_Work task_:
In the material below, identify each line bearing the word "textAlign". Reproduce those lines.

_The records_:
────

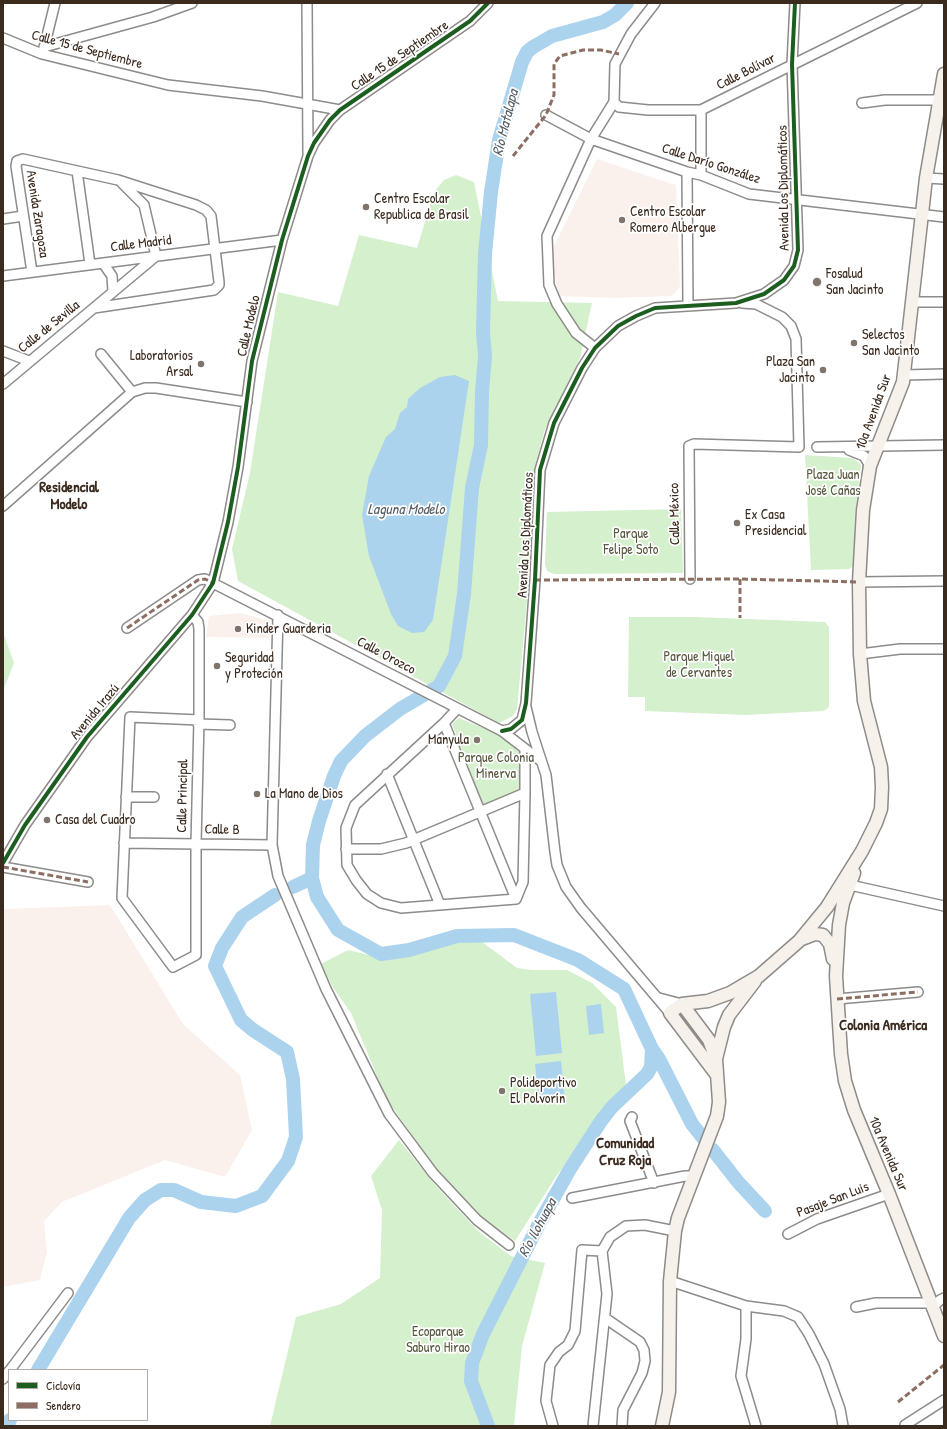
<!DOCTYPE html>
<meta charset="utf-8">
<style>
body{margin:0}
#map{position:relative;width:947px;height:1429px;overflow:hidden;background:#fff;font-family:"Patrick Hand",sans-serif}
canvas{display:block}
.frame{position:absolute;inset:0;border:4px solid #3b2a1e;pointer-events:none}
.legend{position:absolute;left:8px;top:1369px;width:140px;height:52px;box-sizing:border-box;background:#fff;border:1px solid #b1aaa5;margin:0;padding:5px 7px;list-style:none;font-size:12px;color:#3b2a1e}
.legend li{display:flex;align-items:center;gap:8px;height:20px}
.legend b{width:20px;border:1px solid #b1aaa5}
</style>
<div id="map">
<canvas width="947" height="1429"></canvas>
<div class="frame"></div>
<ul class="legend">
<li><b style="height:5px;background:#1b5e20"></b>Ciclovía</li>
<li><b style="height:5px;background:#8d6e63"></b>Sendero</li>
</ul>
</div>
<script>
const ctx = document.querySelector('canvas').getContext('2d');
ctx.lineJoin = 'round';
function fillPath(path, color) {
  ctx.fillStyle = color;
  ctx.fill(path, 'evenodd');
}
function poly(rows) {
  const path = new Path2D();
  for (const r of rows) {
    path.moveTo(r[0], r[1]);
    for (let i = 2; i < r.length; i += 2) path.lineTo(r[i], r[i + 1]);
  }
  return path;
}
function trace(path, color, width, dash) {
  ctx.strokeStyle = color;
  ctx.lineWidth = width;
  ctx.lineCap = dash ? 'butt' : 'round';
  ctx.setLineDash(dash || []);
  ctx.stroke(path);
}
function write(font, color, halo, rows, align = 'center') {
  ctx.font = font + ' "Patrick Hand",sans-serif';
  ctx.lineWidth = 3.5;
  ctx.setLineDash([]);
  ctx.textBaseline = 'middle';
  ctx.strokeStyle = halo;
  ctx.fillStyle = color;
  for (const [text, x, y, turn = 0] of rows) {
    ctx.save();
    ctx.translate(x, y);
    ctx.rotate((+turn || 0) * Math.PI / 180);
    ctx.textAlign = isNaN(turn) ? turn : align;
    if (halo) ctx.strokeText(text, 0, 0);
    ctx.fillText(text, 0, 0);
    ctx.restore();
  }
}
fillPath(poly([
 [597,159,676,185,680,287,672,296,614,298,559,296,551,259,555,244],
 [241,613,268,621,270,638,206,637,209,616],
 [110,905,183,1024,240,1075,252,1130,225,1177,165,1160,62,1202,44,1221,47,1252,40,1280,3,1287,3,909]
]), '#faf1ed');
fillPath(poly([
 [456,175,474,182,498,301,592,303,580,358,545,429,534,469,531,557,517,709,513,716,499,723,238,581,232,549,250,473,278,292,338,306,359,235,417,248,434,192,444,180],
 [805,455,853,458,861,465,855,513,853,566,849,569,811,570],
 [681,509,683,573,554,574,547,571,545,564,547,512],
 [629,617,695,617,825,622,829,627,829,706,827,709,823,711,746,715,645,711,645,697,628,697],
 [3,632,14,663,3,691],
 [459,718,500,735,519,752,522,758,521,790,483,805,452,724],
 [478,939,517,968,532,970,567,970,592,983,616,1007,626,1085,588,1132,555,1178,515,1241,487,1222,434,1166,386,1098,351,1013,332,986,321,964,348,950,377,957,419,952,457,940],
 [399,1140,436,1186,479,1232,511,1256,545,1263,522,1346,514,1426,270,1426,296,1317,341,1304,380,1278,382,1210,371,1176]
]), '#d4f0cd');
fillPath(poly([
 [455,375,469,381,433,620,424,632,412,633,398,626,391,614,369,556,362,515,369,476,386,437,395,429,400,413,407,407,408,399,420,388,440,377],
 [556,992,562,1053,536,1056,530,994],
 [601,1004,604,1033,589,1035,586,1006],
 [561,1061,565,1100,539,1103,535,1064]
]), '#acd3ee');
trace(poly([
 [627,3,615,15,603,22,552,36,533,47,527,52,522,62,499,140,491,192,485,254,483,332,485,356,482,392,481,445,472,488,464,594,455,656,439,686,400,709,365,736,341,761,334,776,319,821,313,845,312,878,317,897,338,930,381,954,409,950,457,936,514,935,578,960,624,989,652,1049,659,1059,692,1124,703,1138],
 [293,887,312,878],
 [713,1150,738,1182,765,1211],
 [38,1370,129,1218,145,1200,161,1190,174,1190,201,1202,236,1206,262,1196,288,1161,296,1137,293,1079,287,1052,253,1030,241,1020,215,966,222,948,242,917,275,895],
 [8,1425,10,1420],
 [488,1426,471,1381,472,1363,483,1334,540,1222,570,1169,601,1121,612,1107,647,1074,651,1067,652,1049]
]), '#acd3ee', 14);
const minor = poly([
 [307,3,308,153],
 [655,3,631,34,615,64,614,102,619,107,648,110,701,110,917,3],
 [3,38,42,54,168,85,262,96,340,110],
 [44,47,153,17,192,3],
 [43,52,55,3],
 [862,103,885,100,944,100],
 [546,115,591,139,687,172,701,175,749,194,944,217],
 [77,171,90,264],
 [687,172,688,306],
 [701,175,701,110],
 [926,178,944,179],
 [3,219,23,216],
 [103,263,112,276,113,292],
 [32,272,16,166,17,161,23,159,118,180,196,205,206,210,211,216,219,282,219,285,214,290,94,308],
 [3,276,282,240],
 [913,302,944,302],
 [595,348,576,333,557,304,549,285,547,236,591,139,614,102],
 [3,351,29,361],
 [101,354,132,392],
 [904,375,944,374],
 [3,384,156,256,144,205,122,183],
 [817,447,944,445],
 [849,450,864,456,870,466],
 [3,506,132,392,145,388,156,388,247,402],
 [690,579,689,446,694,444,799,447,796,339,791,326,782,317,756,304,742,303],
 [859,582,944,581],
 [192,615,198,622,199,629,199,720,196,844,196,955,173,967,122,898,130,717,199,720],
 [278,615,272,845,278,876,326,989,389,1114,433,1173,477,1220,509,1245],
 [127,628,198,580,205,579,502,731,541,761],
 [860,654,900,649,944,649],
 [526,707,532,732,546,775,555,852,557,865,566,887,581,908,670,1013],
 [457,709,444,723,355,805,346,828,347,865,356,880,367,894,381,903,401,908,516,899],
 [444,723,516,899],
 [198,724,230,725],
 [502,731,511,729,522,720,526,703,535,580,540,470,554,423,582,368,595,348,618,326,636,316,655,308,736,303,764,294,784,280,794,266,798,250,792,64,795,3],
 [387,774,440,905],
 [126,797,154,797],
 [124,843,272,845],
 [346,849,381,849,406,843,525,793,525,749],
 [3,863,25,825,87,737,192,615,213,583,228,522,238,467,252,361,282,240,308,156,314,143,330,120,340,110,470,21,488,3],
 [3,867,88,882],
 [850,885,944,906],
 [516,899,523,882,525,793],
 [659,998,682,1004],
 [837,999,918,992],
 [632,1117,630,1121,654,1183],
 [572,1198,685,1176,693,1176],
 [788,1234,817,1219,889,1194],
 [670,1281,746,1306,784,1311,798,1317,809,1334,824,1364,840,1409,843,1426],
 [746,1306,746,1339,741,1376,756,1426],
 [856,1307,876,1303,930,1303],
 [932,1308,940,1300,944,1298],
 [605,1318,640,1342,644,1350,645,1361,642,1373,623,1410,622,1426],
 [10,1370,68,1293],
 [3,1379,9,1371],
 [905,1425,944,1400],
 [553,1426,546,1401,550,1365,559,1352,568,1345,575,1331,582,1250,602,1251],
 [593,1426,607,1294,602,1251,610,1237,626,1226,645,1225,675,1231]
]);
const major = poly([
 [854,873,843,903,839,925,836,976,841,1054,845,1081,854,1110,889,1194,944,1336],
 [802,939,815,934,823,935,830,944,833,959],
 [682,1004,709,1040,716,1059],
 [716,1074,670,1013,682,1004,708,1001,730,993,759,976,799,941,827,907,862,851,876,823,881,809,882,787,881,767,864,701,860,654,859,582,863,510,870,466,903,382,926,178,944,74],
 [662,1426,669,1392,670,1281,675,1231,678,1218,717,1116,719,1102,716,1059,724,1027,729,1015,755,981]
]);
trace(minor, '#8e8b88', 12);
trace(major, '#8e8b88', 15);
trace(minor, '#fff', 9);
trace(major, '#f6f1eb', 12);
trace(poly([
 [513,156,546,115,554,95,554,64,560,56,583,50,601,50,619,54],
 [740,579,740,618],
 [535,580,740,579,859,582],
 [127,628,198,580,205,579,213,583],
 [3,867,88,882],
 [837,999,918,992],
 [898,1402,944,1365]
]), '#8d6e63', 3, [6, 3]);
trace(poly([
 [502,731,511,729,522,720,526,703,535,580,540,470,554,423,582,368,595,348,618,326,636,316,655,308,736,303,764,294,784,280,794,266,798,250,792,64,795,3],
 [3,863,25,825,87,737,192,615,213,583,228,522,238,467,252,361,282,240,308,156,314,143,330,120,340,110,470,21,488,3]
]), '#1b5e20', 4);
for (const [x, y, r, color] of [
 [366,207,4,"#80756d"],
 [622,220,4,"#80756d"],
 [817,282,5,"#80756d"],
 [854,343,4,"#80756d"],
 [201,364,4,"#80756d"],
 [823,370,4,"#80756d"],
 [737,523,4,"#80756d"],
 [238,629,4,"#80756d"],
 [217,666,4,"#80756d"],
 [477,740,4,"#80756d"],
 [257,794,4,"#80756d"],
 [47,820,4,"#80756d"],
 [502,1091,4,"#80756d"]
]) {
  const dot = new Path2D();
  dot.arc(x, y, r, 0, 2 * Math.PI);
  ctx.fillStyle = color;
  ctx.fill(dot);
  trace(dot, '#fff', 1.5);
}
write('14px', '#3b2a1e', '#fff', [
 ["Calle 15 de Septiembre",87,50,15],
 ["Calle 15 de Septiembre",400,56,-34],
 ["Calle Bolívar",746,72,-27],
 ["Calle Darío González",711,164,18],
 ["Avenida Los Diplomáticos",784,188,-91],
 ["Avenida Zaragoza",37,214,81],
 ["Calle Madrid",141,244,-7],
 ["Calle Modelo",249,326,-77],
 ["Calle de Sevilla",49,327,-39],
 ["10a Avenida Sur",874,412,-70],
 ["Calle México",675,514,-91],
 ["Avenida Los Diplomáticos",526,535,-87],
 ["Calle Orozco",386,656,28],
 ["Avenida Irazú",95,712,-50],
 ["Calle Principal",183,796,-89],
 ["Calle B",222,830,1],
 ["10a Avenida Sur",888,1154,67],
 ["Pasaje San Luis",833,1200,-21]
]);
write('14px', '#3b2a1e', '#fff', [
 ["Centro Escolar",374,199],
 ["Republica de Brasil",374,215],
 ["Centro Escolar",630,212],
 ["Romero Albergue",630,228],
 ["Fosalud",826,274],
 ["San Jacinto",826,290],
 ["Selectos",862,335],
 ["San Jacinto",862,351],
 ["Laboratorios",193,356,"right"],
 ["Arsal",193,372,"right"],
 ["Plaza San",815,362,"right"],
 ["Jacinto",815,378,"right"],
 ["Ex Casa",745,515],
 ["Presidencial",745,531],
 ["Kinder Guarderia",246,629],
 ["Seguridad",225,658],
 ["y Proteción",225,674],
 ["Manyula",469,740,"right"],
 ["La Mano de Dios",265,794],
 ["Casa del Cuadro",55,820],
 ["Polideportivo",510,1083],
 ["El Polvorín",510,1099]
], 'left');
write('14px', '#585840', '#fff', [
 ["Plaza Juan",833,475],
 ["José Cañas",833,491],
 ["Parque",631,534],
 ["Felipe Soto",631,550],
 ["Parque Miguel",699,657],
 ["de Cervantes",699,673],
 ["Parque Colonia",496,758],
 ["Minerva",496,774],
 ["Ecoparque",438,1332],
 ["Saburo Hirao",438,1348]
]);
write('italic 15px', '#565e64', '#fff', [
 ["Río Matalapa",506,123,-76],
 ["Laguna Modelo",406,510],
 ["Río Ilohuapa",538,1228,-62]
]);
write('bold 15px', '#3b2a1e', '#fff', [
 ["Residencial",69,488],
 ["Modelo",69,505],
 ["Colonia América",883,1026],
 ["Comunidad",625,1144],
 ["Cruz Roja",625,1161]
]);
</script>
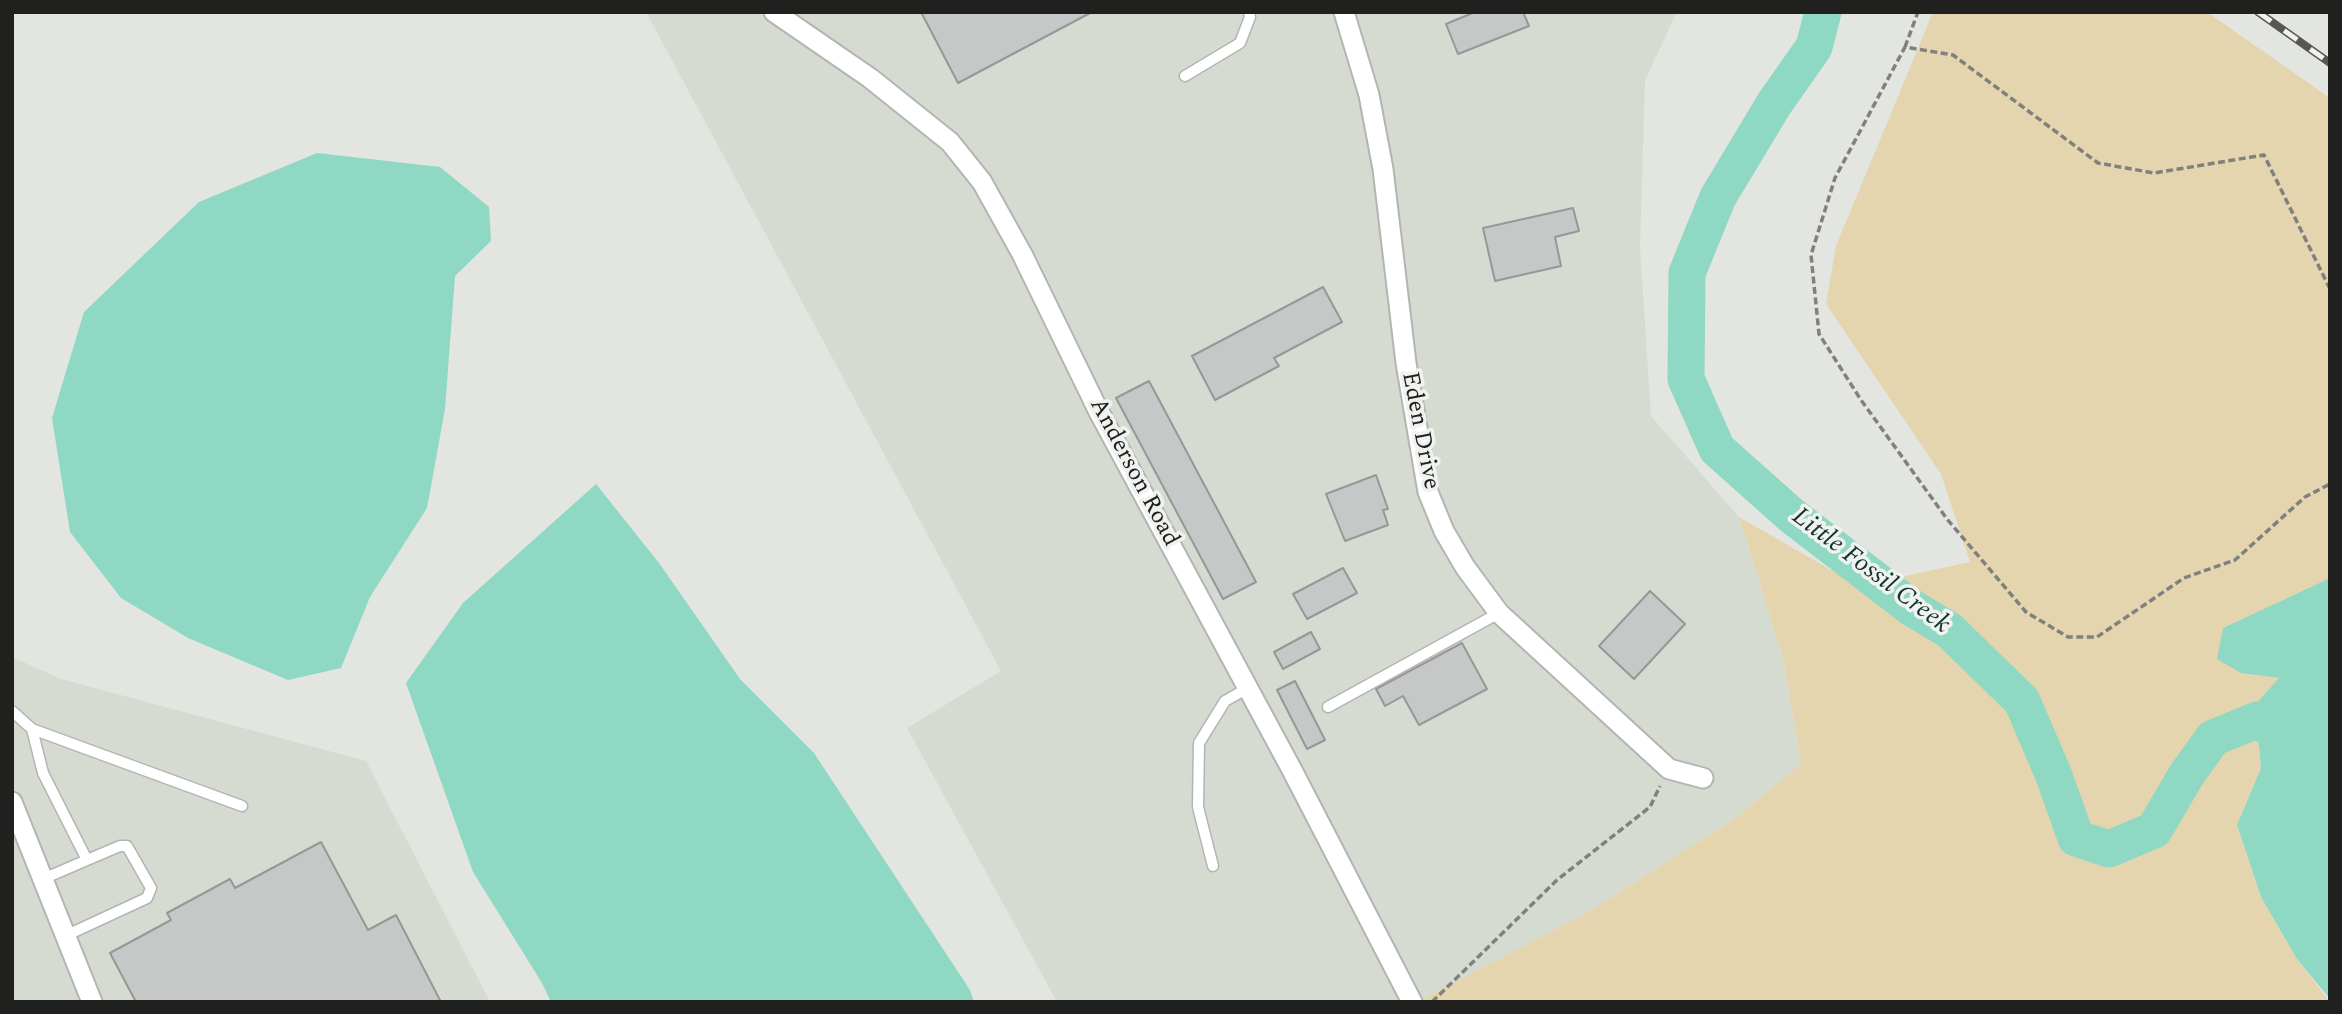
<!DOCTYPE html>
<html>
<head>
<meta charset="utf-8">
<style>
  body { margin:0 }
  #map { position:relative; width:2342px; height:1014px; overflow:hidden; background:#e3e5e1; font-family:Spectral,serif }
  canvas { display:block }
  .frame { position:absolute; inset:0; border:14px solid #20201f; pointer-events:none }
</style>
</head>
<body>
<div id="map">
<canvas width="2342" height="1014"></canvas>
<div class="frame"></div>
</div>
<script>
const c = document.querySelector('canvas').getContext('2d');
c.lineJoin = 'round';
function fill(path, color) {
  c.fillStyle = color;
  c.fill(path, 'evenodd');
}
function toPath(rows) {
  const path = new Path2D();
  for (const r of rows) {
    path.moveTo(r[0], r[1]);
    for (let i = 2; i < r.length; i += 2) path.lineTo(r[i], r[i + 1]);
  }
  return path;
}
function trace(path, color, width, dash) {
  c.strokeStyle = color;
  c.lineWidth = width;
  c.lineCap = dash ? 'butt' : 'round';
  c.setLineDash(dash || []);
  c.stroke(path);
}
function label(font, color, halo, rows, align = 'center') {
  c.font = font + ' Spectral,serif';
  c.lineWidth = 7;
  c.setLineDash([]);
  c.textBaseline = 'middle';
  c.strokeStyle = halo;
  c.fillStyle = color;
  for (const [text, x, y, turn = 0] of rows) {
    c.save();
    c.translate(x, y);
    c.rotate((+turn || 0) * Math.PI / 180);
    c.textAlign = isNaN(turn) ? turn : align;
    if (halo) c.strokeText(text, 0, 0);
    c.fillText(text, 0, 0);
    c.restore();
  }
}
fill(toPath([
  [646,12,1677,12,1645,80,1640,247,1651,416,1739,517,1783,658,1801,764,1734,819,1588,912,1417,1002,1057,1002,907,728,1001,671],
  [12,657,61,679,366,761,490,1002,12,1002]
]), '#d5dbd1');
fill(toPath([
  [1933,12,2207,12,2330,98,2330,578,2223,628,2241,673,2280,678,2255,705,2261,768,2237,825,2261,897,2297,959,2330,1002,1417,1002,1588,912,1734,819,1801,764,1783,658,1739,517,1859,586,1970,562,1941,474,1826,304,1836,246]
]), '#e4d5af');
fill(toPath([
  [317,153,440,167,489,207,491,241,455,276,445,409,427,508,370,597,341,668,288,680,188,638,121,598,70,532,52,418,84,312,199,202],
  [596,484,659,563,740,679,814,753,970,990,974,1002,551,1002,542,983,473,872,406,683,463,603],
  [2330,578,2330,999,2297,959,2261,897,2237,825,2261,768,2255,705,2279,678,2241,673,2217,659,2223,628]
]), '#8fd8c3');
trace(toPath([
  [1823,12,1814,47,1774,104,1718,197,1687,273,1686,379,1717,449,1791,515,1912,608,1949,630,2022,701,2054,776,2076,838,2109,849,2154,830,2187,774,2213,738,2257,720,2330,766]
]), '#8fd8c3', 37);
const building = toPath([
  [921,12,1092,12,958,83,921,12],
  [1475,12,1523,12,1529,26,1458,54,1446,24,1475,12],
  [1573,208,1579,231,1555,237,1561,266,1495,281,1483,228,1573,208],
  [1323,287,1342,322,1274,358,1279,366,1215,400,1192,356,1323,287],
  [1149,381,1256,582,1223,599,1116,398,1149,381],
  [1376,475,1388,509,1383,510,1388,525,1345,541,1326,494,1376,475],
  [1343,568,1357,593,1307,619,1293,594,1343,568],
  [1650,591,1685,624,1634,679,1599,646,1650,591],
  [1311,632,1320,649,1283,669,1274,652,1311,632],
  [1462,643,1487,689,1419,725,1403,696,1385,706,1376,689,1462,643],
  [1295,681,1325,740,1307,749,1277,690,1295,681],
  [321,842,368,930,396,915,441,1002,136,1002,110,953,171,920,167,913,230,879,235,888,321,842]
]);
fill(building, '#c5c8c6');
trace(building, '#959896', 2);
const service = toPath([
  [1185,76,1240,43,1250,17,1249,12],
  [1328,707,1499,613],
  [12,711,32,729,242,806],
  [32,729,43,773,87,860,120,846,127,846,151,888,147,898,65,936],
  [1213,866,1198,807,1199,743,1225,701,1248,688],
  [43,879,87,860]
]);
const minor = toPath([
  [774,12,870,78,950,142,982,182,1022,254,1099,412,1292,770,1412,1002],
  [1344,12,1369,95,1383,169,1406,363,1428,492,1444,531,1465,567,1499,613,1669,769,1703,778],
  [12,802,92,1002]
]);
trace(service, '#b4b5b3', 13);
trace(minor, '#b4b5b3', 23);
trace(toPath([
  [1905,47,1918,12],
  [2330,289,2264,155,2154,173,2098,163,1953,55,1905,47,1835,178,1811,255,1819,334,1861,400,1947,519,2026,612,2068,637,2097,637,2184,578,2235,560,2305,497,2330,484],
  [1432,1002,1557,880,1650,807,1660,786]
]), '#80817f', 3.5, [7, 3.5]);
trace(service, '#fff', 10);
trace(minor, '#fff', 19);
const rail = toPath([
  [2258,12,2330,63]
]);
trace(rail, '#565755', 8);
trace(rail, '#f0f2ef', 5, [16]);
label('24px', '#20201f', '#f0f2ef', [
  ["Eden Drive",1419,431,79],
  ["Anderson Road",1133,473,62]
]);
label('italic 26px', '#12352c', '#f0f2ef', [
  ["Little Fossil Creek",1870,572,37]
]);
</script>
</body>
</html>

────

_Result below_:
    ctx.textAlign = isNaN(turn) ? turn : align;
    c.textAlign = isNaN(turn) ? turn : align;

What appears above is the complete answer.